El nuevo nombre sería impuesto en honor a la voluntad del cura Zoilo Domínguez, que así había bautizado a su propiedad después de dividirla en manzanas.
La de Lules es una historia contenida, una identidad recubierta por los que la invadieron después. El pueblo asoma entre aquellas ruinas que yacen por debajo de la edificación sacerdotal, es la impostación de un nombre que a nadie llama. Lules es el recuerdo de infancia de los que hoy son padres y no pueden criar a sus hijos por donde ellos anduvieron. El camino tranquilo de costa que lleva a la Quebrada de Lules fue vendido y justo donde se corta el camino, un alambrado erige la propiedad privada. Los más chicos se inventan ese paisaje a través los relatos de los mayores, hasta que un día se aventuran a llegar por el camino que los jóvenes pueden transitar. Meterse en el cauce del río, avanzar saltando piedras, contracorriente -cada paso es el recuerdo de
una indicación que resuena en la mente-. Recién ahí la Quebrada, la libertad del otro lado. Un túnel de barro que tapa las rodillas se abre paso y atraviesa el cerro, para llegar hay que viajar a pie durante 50 minutos con una linterna. Terminado el trayecto y de vuelta en la luz, los techos de un pueblo desaparecido bajo un alud de barro son el suelo por donde avanzar. Cerca sobrevive una usina, lugar que el ERP -Ejército Revolucionario del Pueblo- utilizó como base de operaciones en los años ‘70.

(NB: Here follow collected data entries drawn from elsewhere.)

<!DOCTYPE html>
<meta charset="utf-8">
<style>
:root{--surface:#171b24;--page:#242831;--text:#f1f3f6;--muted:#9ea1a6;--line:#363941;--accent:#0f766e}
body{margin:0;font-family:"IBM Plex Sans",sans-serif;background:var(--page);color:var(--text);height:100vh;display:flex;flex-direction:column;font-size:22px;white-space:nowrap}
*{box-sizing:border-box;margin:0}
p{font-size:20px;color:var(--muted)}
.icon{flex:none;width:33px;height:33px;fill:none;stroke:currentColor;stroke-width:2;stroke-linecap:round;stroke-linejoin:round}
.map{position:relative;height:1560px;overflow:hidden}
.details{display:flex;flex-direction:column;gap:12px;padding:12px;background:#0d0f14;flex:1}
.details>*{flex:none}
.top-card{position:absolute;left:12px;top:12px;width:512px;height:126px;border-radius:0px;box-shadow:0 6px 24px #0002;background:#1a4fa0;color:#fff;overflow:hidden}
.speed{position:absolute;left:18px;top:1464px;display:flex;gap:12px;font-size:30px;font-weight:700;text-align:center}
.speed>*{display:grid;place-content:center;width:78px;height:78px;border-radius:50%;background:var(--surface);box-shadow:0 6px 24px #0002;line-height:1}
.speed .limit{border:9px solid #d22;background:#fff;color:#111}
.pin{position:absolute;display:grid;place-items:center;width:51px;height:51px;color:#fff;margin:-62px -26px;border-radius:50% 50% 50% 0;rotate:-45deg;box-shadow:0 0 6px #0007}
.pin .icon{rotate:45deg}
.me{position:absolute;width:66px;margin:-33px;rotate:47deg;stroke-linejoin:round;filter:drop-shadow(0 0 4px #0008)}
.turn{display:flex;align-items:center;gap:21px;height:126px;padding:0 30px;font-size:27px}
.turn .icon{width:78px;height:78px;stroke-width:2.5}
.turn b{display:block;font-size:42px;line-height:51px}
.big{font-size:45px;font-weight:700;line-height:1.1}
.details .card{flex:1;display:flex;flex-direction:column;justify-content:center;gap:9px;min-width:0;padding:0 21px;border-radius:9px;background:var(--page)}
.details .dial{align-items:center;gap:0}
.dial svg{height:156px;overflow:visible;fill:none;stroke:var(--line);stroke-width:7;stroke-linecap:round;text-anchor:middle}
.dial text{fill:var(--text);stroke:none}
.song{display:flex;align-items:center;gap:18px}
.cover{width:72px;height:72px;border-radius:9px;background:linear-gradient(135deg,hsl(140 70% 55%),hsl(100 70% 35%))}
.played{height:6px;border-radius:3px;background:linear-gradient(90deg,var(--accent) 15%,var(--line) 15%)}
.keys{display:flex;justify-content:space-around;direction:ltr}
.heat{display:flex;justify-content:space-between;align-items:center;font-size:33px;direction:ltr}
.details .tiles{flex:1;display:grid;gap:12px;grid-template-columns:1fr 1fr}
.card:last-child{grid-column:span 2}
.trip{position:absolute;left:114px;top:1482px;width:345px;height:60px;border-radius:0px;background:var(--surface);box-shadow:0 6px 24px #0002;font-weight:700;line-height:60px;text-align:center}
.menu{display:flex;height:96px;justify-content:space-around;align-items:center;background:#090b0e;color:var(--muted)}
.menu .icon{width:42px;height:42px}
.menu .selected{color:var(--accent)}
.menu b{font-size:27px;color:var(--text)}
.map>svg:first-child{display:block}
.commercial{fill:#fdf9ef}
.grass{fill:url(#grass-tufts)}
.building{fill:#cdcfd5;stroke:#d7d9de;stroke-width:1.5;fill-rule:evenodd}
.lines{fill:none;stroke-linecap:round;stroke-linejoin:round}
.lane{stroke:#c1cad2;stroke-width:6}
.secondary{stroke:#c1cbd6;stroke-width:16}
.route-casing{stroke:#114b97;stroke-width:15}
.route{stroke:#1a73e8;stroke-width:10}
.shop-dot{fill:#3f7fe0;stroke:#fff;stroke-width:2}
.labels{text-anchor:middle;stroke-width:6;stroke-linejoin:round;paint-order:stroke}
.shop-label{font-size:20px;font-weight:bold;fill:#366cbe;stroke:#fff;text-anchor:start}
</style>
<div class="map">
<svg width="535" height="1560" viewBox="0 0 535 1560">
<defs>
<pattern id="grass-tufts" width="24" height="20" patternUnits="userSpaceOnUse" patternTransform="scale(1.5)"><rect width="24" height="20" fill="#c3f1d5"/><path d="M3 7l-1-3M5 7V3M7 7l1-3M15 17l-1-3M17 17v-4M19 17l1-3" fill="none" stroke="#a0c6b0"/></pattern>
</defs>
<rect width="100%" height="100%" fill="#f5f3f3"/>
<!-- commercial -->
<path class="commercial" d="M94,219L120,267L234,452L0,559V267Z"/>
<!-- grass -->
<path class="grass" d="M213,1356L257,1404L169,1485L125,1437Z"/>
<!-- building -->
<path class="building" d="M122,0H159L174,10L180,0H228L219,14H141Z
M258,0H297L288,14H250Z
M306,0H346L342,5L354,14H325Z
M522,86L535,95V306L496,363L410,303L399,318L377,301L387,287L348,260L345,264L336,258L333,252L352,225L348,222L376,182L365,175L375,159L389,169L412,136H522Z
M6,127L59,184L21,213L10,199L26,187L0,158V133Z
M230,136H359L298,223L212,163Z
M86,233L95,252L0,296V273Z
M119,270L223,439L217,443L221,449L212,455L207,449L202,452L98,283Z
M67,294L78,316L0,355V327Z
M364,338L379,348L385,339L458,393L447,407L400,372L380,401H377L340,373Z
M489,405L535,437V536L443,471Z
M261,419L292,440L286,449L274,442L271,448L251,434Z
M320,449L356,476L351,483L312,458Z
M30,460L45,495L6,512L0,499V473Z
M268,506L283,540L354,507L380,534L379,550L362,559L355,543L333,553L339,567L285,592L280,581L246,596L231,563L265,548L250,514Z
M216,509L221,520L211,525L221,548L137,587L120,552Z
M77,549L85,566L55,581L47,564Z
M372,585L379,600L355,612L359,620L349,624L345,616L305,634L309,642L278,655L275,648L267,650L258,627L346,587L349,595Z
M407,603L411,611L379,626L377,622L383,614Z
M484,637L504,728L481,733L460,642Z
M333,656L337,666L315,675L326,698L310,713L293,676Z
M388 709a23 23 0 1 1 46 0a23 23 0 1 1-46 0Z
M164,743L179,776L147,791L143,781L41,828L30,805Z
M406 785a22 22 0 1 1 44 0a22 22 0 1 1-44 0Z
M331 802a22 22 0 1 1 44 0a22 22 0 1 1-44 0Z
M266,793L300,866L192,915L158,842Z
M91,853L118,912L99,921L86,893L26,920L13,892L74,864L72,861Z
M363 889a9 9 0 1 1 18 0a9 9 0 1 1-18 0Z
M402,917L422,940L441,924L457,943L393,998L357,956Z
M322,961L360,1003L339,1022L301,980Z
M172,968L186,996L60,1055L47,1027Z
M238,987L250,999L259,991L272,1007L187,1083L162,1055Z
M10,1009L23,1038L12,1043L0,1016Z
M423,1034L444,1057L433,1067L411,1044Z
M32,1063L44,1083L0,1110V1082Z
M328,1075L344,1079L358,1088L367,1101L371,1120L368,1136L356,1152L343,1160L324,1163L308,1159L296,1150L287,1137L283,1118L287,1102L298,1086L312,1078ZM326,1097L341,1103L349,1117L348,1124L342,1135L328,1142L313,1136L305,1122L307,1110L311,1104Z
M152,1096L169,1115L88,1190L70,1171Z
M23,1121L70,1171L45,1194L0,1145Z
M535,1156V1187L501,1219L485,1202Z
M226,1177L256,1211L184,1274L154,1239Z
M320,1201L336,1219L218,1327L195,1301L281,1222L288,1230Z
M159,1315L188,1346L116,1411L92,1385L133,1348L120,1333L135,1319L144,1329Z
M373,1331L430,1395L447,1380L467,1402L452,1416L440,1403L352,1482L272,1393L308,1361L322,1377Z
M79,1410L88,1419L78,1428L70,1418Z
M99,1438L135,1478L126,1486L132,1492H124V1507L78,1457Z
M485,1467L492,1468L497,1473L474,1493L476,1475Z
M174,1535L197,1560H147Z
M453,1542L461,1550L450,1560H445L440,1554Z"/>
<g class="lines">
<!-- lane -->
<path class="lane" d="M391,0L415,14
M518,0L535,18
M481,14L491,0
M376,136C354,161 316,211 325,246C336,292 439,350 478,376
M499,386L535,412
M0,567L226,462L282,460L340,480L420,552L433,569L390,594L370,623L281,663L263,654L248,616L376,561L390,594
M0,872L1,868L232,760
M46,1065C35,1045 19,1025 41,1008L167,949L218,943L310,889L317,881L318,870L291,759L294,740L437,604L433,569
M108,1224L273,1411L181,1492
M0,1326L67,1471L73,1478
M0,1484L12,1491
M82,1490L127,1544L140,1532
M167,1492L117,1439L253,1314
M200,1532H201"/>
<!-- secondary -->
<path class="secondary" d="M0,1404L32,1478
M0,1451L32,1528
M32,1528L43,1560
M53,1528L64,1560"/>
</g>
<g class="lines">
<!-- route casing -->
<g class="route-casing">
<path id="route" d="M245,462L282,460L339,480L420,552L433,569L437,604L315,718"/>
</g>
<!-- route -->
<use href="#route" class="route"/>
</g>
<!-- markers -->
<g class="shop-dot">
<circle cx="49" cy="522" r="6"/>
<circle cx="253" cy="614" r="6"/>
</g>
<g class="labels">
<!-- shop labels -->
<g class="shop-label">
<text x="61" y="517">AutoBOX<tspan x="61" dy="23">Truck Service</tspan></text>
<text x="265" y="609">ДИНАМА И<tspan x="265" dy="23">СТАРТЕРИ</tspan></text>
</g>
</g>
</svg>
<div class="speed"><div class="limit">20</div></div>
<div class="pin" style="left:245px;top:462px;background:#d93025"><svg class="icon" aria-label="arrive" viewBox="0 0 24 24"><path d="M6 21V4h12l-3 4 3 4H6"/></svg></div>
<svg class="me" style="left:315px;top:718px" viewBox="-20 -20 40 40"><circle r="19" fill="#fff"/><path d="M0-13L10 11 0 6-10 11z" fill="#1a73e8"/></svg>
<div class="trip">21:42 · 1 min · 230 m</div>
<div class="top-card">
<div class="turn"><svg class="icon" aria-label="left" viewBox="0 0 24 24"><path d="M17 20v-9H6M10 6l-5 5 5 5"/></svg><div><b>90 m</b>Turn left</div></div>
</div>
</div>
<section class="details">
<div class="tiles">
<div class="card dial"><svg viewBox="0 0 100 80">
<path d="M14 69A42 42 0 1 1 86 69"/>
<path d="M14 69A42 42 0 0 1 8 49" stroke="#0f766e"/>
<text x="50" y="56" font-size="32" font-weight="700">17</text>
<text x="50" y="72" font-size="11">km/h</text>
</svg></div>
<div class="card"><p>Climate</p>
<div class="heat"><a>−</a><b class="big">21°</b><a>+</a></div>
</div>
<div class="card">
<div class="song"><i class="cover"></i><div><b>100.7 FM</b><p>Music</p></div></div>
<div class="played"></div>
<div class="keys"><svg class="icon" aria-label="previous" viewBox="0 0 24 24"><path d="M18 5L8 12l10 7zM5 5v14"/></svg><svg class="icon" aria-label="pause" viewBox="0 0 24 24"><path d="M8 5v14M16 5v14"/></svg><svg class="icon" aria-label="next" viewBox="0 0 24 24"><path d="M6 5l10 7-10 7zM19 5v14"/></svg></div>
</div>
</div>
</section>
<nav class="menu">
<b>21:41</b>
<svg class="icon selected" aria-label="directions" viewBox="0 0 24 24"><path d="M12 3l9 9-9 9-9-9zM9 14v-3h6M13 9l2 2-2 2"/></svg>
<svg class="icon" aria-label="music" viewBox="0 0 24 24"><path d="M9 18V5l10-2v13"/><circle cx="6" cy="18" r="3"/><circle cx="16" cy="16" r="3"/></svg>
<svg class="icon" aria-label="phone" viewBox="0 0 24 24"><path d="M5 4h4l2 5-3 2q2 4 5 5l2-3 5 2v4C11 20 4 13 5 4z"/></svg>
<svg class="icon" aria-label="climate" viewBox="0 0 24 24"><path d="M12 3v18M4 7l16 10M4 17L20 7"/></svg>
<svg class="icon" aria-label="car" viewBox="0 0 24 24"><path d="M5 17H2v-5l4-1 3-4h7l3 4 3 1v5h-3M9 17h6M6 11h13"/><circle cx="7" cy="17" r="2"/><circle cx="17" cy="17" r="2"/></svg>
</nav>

-Los brazos de la dominación van cambiando de matices según la circunstancia, tienen rostros y efectos disímiles. José Luis recuerda que la privatización tomó por sorpresa -un día estaba cercado, y que pocos reclamaron ante el cambio de nombre.
Los luleños cargan también en sus espaldas el peso de la explotación campesina en los ingenios y los días cruentos de hambre cuando ya no hubo trabajo. -Este ha sido siempre un pueblo muy castigado, supongo que por eso no habremos podido pedir por nuestra identidad.
El originario redimido. Las órdenes del rey. Los padres huyendo por ese túnel que nadie más conoció. Los domínicos apropiándose del templo. La independencia de la oligarquía criolla a costa de la sangre de las fronteras. Las huellas del oro blanco que los jesuitas olvidaron limpiar. El trapiche hallado por las manos del empresario. El ferrocarril en abanico tragándose aquel oro blanco para Buenos Aires. Los pueblos surgiendo y desplomándose al ritmo de los ingenios. El trabajo y el calor sofocantes transpirando las manos encallecidas.
A 20 kilómetros de La Capital, Lules sigue llamando a campesinos de otras provincias con la perpetua promesa de la providencia; ayer la caña y hoy la frutilla acabará con el hambre.